§ Exercise: Print the listing below verbatim, passing over each picture.
━━━ Material for this task ━━━
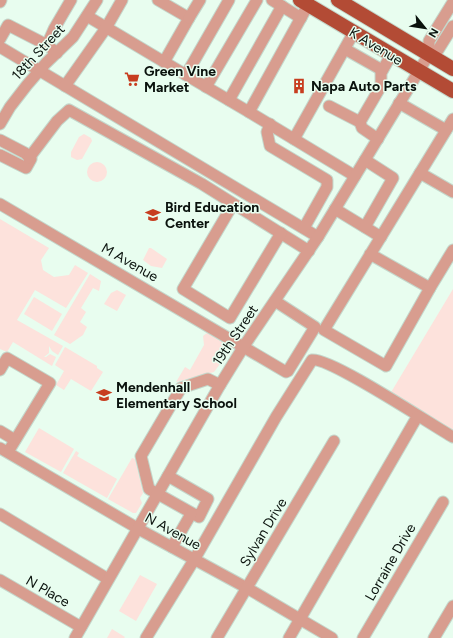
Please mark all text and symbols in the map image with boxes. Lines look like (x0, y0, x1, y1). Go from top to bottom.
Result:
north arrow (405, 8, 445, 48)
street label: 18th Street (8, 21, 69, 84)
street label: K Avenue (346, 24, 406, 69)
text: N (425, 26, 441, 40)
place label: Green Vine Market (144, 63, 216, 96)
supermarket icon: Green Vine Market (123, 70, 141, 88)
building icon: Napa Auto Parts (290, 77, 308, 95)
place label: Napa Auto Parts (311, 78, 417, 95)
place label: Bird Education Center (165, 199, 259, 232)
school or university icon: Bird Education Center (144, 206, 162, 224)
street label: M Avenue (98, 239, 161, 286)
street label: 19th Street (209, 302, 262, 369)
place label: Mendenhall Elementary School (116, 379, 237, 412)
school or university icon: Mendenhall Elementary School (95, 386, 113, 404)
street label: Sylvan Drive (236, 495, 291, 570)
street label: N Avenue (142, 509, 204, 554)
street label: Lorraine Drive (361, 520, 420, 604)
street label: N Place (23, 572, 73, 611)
━━━
§ Response to the exercise:
Please mark all text and symbols in the map image with boxes. Lines look like (x0, y0, x1, y1). Go from top to bottom.
Result:
north arrow (405, 8, 445, 48)
street label: 18th Street (8, 21, 69, 84)
street label: K Avenue (346, 24, 406, 69)
text: N (425, 26, 441, 40)
place label: Green Vine Market (144, 63, 216, 96)
supermarket icon: Green Vine Market (123, 70, 141, 88)
building icon: Napa Auto Parts (290, 77, 308, 95)
place label: Napa Auto Parts (311, 78, 417, 95)
place label: Bird Education Center (165, 199, 259, 232)
school or university icon: Bird Education Center (144, 206, 162, 224)
street label: M Avenue (98, 239, 161, 286)
street label: 19th Street (209, 302, 262, 369)
place label: Mendenhall Elementary School (116, 379, 237, 412)
school or university icon: Mendenhall Elementary School (95, 386, 113, 404)
street label: Sylvan Drive (236, 495, 291, 570)
street label: N Avenue (142, 509, 204, 554)
street label: Lorraine Drive (361, 520, 420, 604)
street label: N Place (23, 572, 73, 611)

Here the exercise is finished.